* _GIVEN INFORMATION_:

◇ ◇ ◇ ◇ ◇

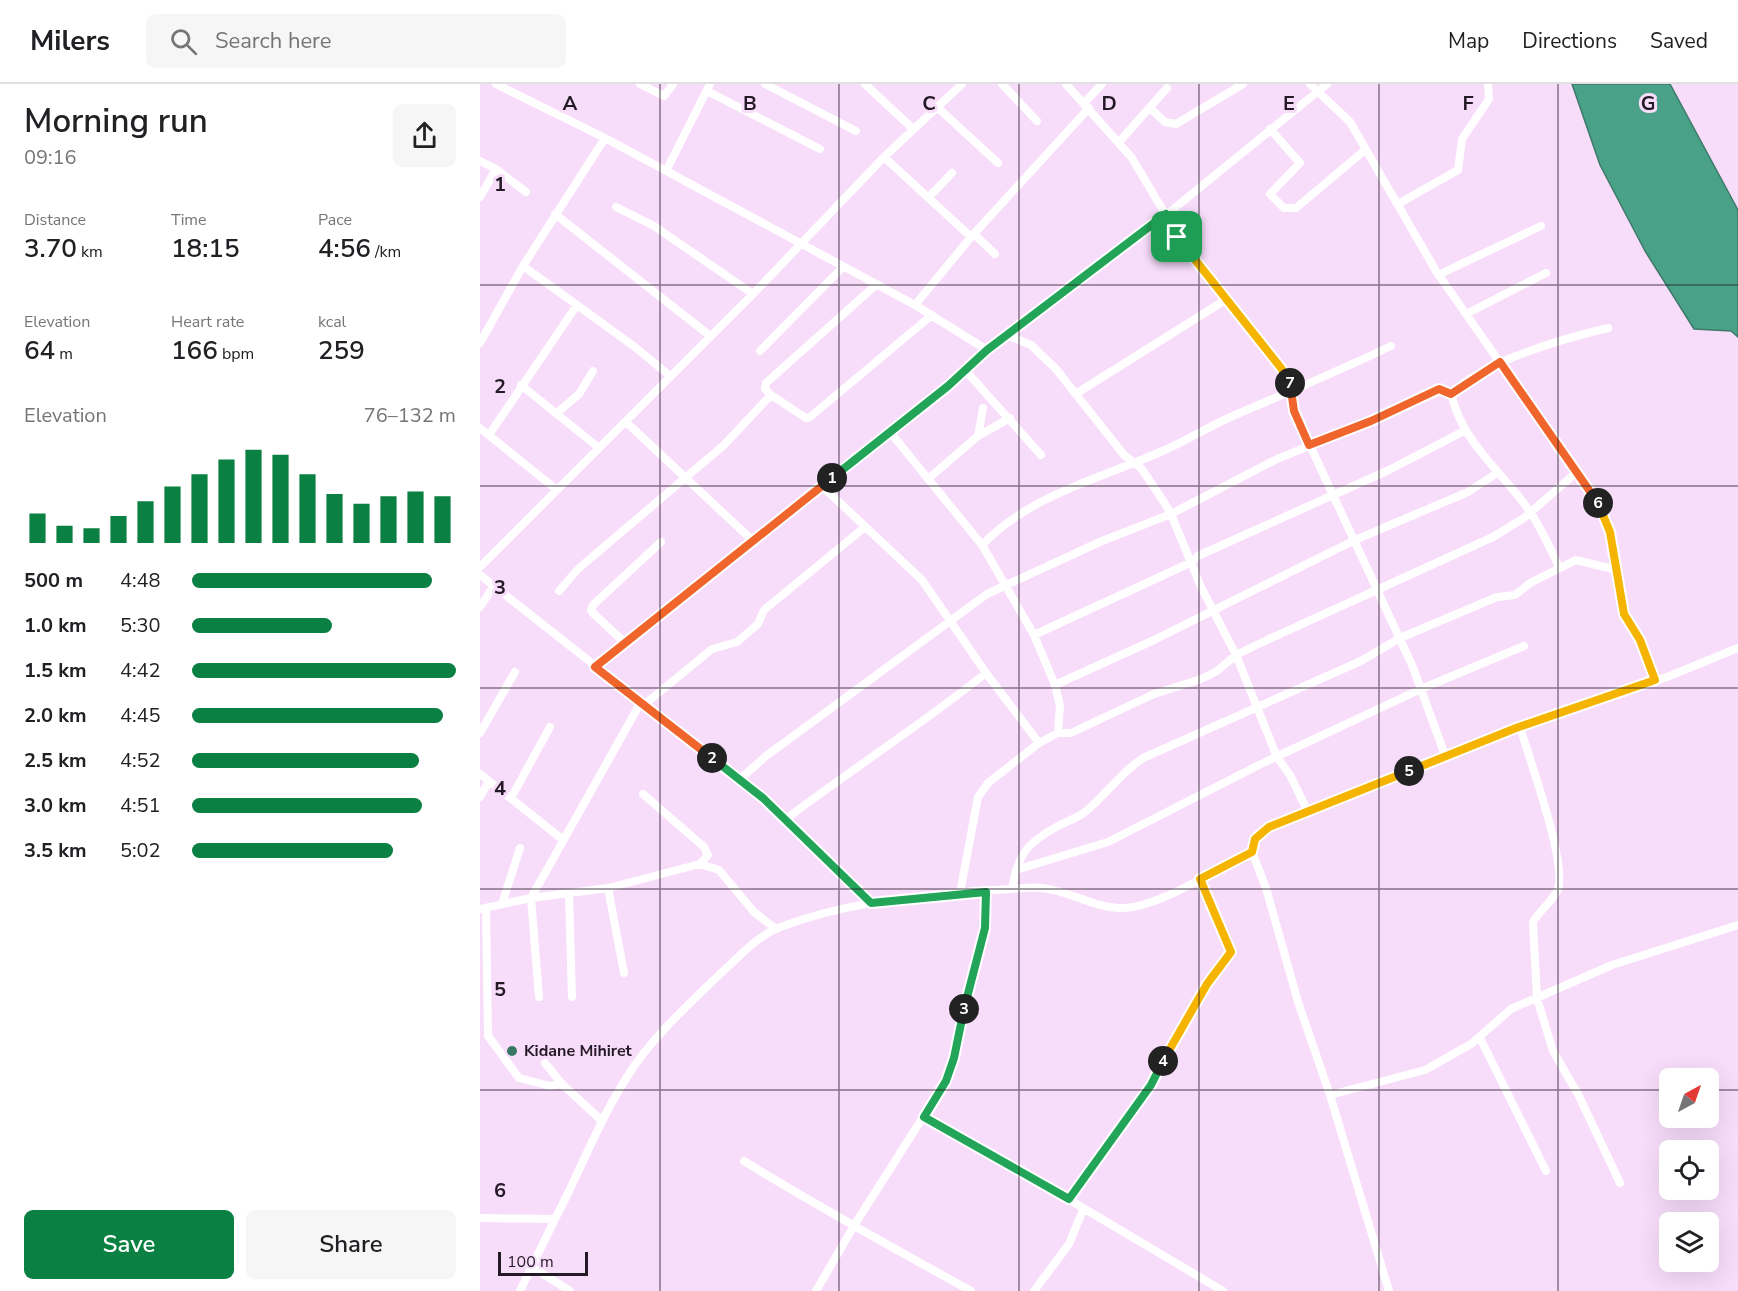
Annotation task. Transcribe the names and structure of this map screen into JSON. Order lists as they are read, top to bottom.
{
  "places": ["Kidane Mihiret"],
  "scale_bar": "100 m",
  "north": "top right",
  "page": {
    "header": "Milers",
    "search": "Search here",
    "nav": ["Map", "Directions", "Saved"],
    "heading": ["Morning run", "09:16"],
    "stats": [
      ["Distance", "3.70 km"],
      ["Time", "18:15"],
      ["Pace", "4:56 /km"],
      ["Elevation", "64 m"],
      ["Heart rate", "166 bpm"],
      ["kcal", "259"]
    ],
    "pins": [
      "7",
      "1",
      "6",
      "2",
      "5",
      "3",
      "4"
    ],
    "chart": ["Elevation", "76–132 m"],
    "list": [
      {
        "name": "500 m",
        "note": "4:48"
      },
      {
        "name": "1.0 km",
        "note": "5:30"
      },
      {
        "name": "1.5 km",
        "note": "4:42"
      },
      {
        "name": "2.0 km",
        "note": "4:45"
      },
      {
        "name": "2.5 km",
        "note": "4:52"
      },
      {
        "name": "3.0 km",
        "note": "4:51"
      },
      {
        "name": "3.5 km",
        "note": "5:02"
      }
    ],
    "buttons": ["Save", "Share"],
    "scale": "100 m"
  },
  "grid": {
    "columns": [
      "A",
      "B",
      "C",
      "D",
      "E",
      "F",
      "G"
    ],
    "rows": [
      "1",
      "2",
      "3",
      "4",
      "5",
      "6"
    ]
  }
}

◇ ◇ ◇ ◇ ◇

* _TRY IT_:
Using the records above, output their complete text exactly, minus any images.

* _YOUR RESPONSE_:
Annotation task. Transcribe the names and structure of this map screen into JSON. Order lists as they are read, top to bottom.
{
  "places": ["Kidane Mihiret"],
  "scale_bar": "100 m",
  "north": "top right",
  "page": {
    "header": "Milers",
    "search": "Search here",
    "nav": ["Map", "Directions", "Saved"],
    "heading": ["Morning run", "09:16"],
    "stats": [
      ["Distance", "3.70 km"],
      ["Time", "18:15"],
      ["Pace", "4:56 /km"],
      ["Elevation", "64 m"],
      ["Heart rate", "166 bpm"],
      ["kcal", "259"]
    ],
    "pins": [
      "7",
      "1",
      "6",
      "2",
      "5",
      "3",
      "4"
    ],
    "chart": ["Elevation", "76–132 m"],
    "list": [
      {
        "name": "500 m",
        "note": "4:48"
      },
      {
        "name": "1.0 km",
        "note": "5:30"
      },
      {
        "name": "1.5 km",
        "note": "4:42"
      },
      {
        "name": "2.0 km",
        "note": "4:45"
      },
      {
        "name": "2.5 km",
        "note": "4:52"
      },
      {
        "name": "3.0 km",
        "note": "4:51"
      },
      {
        "name": "3.5 km",
        "note": "5:02"
      }
    ],
    "buttons": ["Save", "Share"],
    "scale": "100 m"
  },
  "grid": {
    "columns": [
      "A",
      "B",
      "C",
      "D",
      "E",
      "F",
      "G"
    ],
    "rows": [
      "1",
      "2",
      "3",
      "4",
      "5",
      "6"
    ]
  }
}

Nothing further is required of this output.